Apesar da repercussão, apenas um dos militares envolvidos no extermínio de 2013 foi condenado: Gilberto Eric Rodrigues, sentenciado a 125 anos em 2023, ou seja, dez anos depois. Isso prova que, no Brasil, a justiça, quando não falha, tarda — especialmente para os mais pobres.
O luto e a luta contra a letalidade policial no país (como a de 2013) foram reavivadas por meio do Decreto N.° 12.341, de 23 de dezembro de 2024, assinado por Lula; dividindo opiniões em críticas por reproduzir, em grande parte, as leis sobre o tema nos estados ou elogios acerca do “Comitê Nacional de Monitoramento do Uso da Força – CNMUDF” (a ser instituído).
A atualização da legislação sobre o uso da força é uma resposta à sociedade ao aumento da letalidade policial brasileira, que mata mais do que as de 15 países do G20 somados; “proporcionalmente, 36 vezes mais do que de outras nações”.
A curto prazo, é preciso combater a impunidade!

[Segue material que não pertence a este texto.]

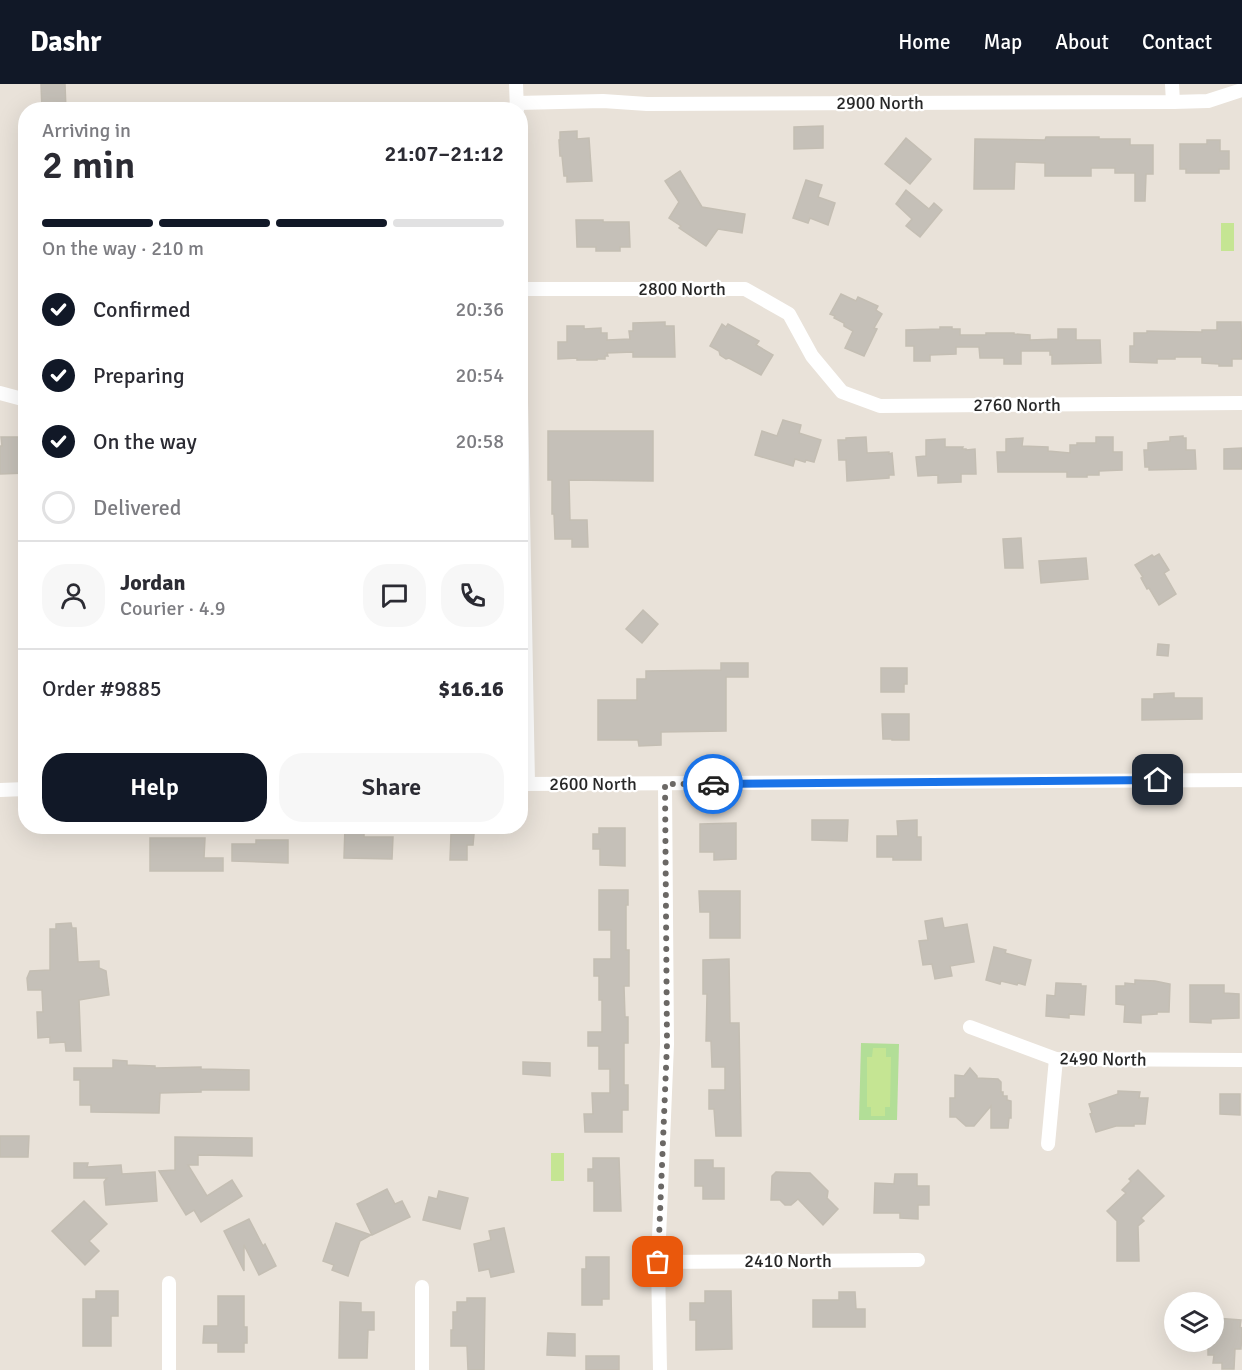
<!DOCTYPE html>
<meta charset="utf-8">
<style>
:root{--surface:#fff;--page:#f7f7f7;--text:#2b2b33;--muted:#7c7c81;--line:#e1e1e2;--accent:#111827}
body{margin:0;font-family:Signika,sans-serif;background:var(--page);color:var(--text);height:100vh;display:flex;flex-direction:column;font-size:22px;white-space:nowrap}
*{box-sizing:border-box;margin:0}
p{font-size:20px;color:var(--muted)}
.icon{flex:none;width:33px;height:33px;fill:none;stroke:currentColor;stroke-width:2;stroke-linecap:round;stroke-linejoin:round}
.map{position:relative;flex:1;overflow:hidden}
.drawer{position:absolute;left:18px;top:18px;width:510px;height:732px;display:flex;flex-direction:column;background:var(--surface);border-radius:24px;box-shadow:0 6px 24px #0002}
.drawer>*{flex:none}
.fabs{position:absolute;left:1164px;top:1208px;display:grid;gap:12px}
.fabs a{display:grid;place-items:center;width:60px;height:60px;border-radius:50%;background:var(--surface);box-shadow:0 6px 24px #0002;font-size:30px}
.pin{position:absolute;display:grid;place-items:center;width:51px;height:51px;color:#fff;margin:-26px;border-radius:12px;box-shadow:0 3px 9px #0006}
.courier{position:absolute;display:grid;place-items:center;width:60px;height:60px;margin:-30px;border:4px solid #1a73e8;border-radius:50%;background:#fff;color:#222;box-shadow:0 2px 8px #0007}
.headline em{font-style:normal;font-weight:600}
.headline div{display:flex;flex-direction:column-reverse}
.headline{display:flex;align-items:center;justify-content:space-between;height:102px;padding:0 24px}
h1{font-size:39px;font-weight:600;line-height:45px}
.bar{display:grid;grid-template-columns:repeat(4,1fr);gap:9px 6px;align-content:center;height:72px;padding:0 24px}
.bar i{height:8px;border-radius:4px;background:var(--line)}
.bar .current{background:var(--accent)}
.bar p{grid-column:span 4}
.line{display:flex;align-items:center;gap:15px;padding:0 24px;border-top:2px solid var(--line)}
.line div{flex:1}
.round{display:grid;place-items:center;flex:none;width:63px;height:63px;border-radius:24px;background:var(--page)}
ol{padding:0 24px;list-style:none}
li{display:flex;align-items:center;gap:18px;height:66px}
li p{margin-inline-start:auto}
li .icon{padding:6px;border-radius:50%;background:var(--accent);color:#fff;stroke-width:4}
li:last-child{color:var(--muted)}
li i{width:33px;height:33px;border:3px solid var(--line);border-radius:50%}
.cta{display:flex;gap:12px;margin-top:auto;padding:12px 24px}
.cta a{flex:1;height:69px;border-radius:24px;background:var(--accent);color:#fff;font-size:24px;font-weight:600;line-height:69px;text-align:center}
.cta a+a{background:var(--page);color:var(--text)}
header{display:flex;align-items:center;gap:36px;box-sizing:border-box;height:84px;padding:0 30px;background:var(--accent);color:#fff}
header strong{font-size:28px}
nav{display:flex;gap:33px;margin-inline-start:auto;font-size:21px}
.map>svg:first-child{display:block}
.green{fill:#b2de97}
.pitch{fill:#c5e593}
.building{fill:#c5c0b8;stroke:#c4beb3;stroke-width:1.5}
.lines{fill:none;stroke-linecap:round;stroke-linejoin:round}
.minor{stroke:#fff;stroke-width:14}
.done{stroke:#6b6865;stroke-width:6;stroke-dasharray:0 10.8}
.route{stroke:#1a73e8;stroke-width:8}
.labels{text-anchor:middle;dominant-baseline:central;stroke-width:4.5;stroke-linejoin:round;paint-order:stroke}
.street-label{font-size:18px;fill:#272727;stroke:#fff}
</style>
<header>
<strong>Dashr</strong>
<nav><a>Home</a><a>Map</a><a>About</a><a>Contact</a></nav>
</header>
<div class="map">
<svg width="1242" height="1286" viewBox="0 0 1242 1286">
<rect width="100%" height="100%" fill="#e9e2d9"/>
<polygon class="green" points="861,959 899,960 897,1036 859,1036"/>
<g class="pitch">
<rect x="1221" y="139" width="13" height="28"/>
<polygon points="873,964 886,964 886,973 891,973 890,1023 885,1023 885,1032 871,1032 871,1023 867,1023 867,973 872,973"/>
<rect x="551" y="1069" width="13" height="28"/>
</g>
<g class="building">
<polygon points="41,0 65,0 66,26 42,26"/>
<polygon points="823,42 823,64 794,65 794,43"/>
<polygon points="577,47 577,55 589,54 592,97 567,98 567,92 564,92 562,72 560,72 559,56 560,56 560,48"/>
<polygon points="1046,53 1099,53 1099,55 1130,55 1130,61 1153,61 1153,90 1146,90 1145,117 1135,117 1135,89 1115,89 1115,84 1091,84 1091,92 1045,92 1045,79 1015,78 1014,105 974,105 975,55 1045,56"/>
<polygon points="906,54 931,75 910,100 885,80"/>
<polygon points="1207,56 1220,56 1220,67 1229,67 1229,85 1219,85 1219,89 1186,89 1186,85 1180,85 1180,60 1207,60"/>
<polygon points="680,87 702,123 745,130 742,149 718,145 706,162 679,144 681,142 669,134 679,118 665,97"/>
<polygon points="806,96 822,101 818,113 835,119 828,141 810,134 808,139 793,134"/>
<polygon points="906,106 929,125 934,119 942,126 920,153 906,142 912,135 896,120"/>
<polygon points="576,136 603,136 603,138 629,138 630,163 620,163 620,167 596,167 596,163 577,163"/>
<polygon points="841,210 856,217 858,213 878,222 876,226 882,230 874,244 877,245 864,272 845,264 853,247 844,242 844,239 834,234 835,232 830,230"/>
<polygon points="665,238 665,242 674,242 675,273 633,273 633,268 607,269 608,272 605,272 605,275 597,275 597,276 577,276 577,274 558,275 558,258 567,258 567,242 584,242 584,245 601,244 601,249 607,249 607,256 630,255 629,247 633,247 633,239"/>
<polygon points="1217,238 1241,238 1242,275 1232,275 1232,282 1219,282 1219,280 1202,279 1202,273 1175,273 1175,275 1157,275 1157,279 1130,278 1130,262 1134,262 1134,249 1147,249 1147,247 1202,248 1202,246 1217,246"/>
<polygon points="722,240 726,243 728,240 759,257 756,261 773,271 761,291 729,274 726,275 720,271 719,267 710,262"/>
<polygon points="940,243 952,243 952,245 960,245 960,251 986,251 986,249 1014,249 1014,250 1030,251 1030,256 1058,255 1058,245 1076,245 1076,256 1100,256 1101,279 1052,280 1052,271 1050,271 1050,267 1021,267 1021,280 1004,280 1004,274 980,274 979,263 956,263 956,270 930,271 930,277 914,277 914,262 906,262 906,246 940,245"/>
<polygon points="783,336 801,341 799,349 821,356 814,378 806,376 805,378 795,375 793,382 755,371 762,347 777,352"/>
<polygon points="548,347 653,347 653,397 569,396 570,436 587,436 588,463 572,463 572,455 555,455 554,430 552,430 552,396 548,396"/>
<polygon points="1183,352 1183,354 1186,354 1186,366 1195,366 1196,385 1149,386 1149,383 1145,383 1144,366 1148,366 1148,359 1170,357 1170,353"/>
<polygon points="1,353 20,353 20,369 26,369 26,389 0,390 0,362 2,362"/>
<polygon points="866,353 867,369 889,368 889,370 892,369 894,391 889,391 889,394 847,397 846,376 839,376 838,356 846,356 846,354"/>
<polygon points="1096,353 1113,353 1113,368 1122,368 1122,386 1099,387 1099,391 1087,391 1087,393 1067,393 1067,388 998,388 997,368 1006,368 1006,355 1023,354 1022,362 1048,363 1048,367 1070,369 1070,361 1077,361 1077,359 1096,359"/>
<polygon points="945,355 945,363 963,363 962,365 966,365 966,366 975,365 976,390 961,390 961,398 938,399 938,391 918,392 916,373 926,372 926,356"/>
<polygon points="1242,364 1242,385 1224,385 1224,365"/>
<polygon points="1021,454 1023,484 1005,484 1003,455"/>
<polygon points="1159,470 1169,486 1164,489 1176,510 1159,521 1149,504 1147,505 1141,494 1143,493 1135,481 1152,471 1154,473"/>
<polygon points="1086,474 1088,495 1041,499 1039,477"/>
<polygon points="643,526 658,540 642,559 626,545"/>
<polygon points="1158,560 1169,561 1168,572 1157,571"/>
<polygon points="721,579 748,579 748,593 726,593 726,647 661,648 661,661 639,662 638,656 598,656 598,616 637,616 637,595 646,595 646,587 721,586"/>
<polygon points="881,584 907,584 907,600 904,600 904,608 881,608"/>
<polygon points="1174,609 1174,614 1202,614 1202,635 1142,636 1142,615 1154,615 1154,610"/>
<polygon points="882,630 909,630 909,656 892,656 892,655 883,655"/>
<polygon points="812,736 848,736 847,757 812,756"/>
<polygon points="917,736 917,753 921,753 921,776 893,776 893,773 877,773 877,752 898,752 897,737"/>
<polygon points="736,739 736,775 714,776 714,768 700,768 700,740"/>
<polygon points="345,742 364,742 364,753 393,753 392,775 344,774"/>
<polygon points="599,744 625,744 625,782 600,781 600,765 593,765 593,750 599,750"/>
<polygon points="451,750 474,750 473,761 467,761 467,776 450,776"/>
<polygon points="150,754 205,754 204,774 223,774 223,787 150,787"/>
<polygon points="256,756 288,756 288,779 232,777 232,760 256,760"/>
<polygon points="599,806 628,806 628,821 626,821 626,866 629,866 629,902 624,902 625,933 628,933 628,959 624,959 624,1001 628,1001 628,1026 622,1026 622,1048 585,1048 584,1030 593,1030 592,1009 610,1009 610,985 599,985 599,962 588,962 588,948 602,948 602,916 599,916 599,892 594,892 594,875 611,875 611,846 599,846"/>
<polygon points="699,807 740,807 740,854 710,854 710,828 700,828"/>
<polygon points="942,834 944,844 967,840 974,878 950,882 952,892 935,895 932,880 923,881 919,857 928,856 925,837"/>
<polygon points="71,839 72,844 76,844 78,878 99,877 99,884 106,887 109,911 79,916 81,967 66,967 65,958 50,959 50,953 38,954 37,928 43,928 42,906 28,906 27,894 30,887 50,886 50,845 56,845 56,840"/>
<polygon points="994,863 1006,866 1005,869 1031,876 1025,901 1018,899 1017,901 1001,897 1000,900 986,896"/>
<polygon points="729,875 730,939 739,939 741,1052 716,1052 714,1025 709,1025 709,1006 725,1006 725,983 712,983 711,957 706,957 707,910 703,910 703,876"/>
<polygon points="1135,896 1155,897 1170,900 1169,928 1157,928 1157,930 1141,931 1141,939 1124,938 1125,921 1116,920 1116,902 1125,902 1125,899 1135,900"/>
<polygon points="1056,899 1081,900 1081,902 1086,902 1084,931 1069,930 1069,934 1046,932 1047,911 1055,912"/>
<polygon points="1190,901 1224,901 1224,909 1239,910 1239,934 1211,935 1211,939 1190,938"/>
<polygon points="113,976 127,977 127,981 155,982 155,984 201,983 201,985 249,986 249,1006 201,1006 201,1008 160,1009 159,1029 91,1028 91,1021 80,1021 80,996 74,996 74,984 113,984"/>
<polygon points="523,978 550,979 550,992 523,990"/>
<polygon points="970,984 977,992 977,994 998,995 1001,998 1001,1008 1003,1008 1003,1012 1007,1012 1007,1016 1011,1017 1011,1034 1009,1034 1008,1044 991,1044 991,1022 974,1042 966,1042 956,1033 950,1033 950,1014 955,1014 955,991 964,992"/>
<polygon points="1118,1007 1140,1008 1139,1014 1148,1014 1145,1040 1134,1040 1134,1042 1116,1042 1096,1048 1090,1030 1092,1029 1089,1020 1118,1010"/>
<polygon points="1220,1010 1240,1010 1240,1031 1220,1030"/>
<polygon points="0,1052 29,1052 28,1073 0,1073"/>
<polygon points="175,1053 252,1054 252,1072 198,1071 198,1081 188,1081 207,1112 232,1096 242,1112 201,1138 194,1126 186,1131 159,1087 175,1086"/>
<polygon points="593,1074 619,1074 621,1127 594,1127 594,1097 588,1097 588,1085 593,1085"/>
<polygon points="695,1076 713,1076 713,1084 724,1084 724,1115 703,1115 703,1102 695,1102"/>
<polygon points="74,1079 88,1079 87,1083 121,1081 122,1090 155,1088 157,1117 106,1121 104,1098 107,1094 74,1094"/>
<polygon points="1138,1086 1164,1112 1141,1134 1144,1137 1138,1142 1139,1177 1117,1177 1117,1137 1107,1127 1126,1109 1122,1106 1131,1097 1129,1095"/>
<polygon points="776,1088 810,1089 828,1107 827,1114 838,1125 823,1141 798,1115 791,1121 785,1121 780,1116 771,1116 772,1092"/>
<polygon points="895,1090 917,1090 917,1102 929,1102 929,1121 918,1121 918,1135 900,1134 900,1129 874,1129 875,1099 894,1100"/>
<polygon points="387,1105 395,1120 402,1117 410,1133 372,1151 357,1120"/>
<polygon points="439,1107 468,1114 460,1145 423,1136 429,1113 437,1115"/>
<polygon points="84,1117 107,1140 89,1157 99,1167 85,1181 52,1147"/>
<polygon points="249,1135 263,1162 265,1160 276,1182 259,1191 244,1161 244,1187 224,1147"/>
<polygon points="336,1139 371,1151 360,1157 348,1192 332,1186 334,1181 323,1177"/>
<polygon points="504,1144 514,1188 491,1193 489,1185 479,1187 474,1160 491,1156 489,1147"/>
<polygon points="586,1173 609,1173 609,1215 602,1215 602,1221 582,1221 582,1185 586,1185"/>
<polygon points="96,1207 118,1207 118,1232 111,1232 111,1262 83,1262 83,1215 96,1215"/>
<polygon points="705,1207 731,1207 732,1265 696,1266 696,1236 690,1236 690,1219 705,1219"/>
<polygon points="839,1208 855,1208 856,1225 865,1225 865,1243 813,1243 813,1216 839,1216"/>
<polygon points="218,1212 244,1212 244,1243 247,1243 247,1259 244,1259 244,1268 218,1268 218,1259 203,1259 204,1242 218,1242"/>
<polygon points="467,1214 485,1214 484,1286 468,1286 467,1262 451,1262 451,1246 453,1246 453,1228 457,1228 457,1218 467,1218"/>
<polygon points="340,1218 361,1219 361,1228 374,1228 374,1246 368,1246 367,1274 339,1274"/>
<polygon points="1215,1234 1241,1236 1240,1243 1242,1244 1241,1265 1235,1265 1234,1285 1222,1285 1222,1279 1213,1279 1214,1271 1208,1271 1208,1260 1214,1260"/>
<polygon points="548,1249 575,1250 575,1272 547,1271"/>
<rect x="586" y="1272" width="33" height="14"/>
</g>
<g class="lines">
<g class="minor">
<polyline points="516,0 517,26"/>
<polyline points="1172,0 1173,18"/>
<polyline points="517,19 603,17 647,20 1173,18 1208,17 1242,6"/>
<polyline points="520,205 745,205 789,230 812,272 842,308 880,322 1242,319"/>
<polyline points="520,263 528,700"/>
<polyline points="0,309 26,316"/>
<polyline points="520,700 1242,696"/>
<polyline points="0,706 26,705"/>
<polyline points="970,943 1056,975 1242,976"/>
<polyline points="1048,1060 1056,975"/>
<polyline points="658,1178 918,1176"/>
<polyline points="169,1199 169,1286"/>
<polyline points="422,1203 422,1286"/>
<polyline points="660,1286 658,1178 667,960 665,700"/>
</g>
</g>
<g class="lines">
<polyline class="done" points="658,1178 667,960 665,700 713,700"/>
<polyline class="route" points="713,700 1158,696"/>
</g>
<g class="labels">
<g class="street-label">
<text x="880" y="19">2900 North</text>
<text x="682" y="205">2800 North</text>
<text x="1017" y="321">2760 North</text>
<text x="593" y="700">2600 North</text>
<text transform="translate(1103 975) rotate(1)">2490 North</text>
<text x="788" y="1177">2410 North</text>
</g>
</g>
</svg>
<div class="fabs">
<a><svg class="icon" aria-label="layers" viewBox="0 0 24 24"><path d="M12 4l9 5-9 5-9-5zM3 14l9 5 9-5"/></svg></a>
</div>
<div class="pin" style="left:658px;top:1178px;background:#ea580c"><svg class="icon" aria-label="bag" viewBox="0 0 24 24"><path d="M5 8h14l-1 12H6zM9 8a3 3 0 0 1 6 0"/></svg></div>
<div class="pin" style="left:1158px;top:696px;background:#1f2937"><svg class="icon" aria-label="home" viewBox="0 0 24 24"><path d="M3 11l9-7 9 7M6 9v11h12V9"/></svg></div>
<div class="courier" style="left:713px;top:700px"><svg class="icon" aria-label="car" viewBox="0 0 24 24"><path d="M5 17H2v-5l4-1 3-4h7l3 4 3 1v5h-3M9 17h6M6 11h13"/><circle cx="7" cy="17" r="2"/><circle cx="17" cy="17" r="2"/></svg></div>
<section class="drawer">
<div class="headline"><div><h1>2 min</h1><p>Arriving in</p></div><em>21:07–21:12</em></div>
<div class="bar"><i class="current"></i><i class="current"></i><i class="current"></i><i></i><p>On the way · 210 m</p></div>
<ol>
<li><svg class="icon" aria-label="check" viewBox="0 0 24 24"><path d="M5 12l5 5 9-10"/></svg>Confirmed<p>20:36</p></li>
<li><svg class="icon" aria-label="check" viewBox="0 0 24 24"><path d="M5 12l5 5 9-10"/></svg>Preparing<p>20:54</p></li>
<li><svg class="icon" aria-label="check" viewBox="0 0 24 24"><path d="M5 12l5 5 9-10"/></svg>On the way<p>20:58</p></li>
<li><i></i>Delivered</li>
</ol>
<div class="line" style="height:108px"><a class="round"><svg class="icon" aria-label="person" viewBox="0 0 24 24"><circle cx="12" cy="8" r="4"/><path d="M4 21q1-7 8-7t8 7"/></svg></a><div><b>Jordan</b><p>Courier · 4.9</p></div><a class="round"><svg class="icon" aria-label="chat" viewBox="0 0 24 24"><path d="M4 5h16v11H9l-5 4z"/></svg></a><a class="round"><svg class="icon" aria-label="phone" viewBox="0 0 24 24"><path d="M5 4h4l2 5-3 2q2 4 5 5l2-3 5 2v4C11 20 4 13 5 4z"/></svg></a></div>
<div class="line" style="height:78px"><div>Order #9885</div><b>$16.16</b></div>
<div class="cta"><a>Help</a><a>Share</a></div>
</section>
</div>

A eficácia dessa medida pode mudar a conjuntura; porém, não resolve, efetivamente, o problema — que é estrutural — do culto à violência (espólio da ditadura recente e, por conseguinte, da escravidão). Para mudar a médio e longo prazos, é imprescindível investir em educação, de modo que quem venha a ser incumbido do uso da força também seja formado pelo conhecimento e pelas emoções.
Urge aprimorar, efetivamente, a formação (inicial e continuada) das polícias de todas as esferas no que se refere à diversidade. É preciso eliminar as aprendizagens subliminares que ensinam que ‘pau que bate em Chico não bate em Francisco’ ou ‘abordagem nos Jardins tem de ser diferente da periferia’ (como apregoou o ex-comandante da Rota e atual vice-prefeito de São Paulo, Ricardo Augusto Nascimento de Mello Araújo).
Do meu lugar de fala, como professor e morador da periferia, ressalto a importância da inserção da diversidade nos currículos da educação básica (especialmente nos últimos 40 anos – com destaque especial ao Hip-Hop, aos saraus, aos SLAMs), que empoderou os excluídos no combate aos preconceitos e contra as opressões econômicas, sociais e policiais.
Dessa maneira, com mais instrução, a indignação de quem tem o celular furtado na periferia ou seja incomodado pelo fluxo na praça (e tem de se indignar mesmo, diga-se de passagem), volta-se também para quem tem o privilégio de, por canetadas, desviar dinheiro público e debochar da população, sob a proteção da mesma polícia que protege os de lá e bate nos de cá (quando não extermina).
Dentro de um sistema complexo de relações de poder e de corrupção, reconheço que, isoladamente, a alteração pedagógica das polícias não resolve o problema (valorização salarial e saúde mental, entre outras, são imperativas). Todavia, educar para o respeito às diversidades é um passo importantíssimo para a resolução da violência policial, um mal que tem de ser extirpado, assim como outras mazelas deste país.
Como lição de casa, pega a visão de um grafite, em uma escola do meu bairro: “mais livros, menos armas [por favor]”! Assim, mais preparado, quem sabe, 12 anos depois da morte de DJ Lah, a gente possa dar uma resposta plausível à pergunta viva de seu grupo de RAP: “Por que o ódio [e a ignorância] e não o amor [e a razão]?”
Fábio Roberto Ferreira Barreto é professor da educação básica e mestre em literatura pela USP.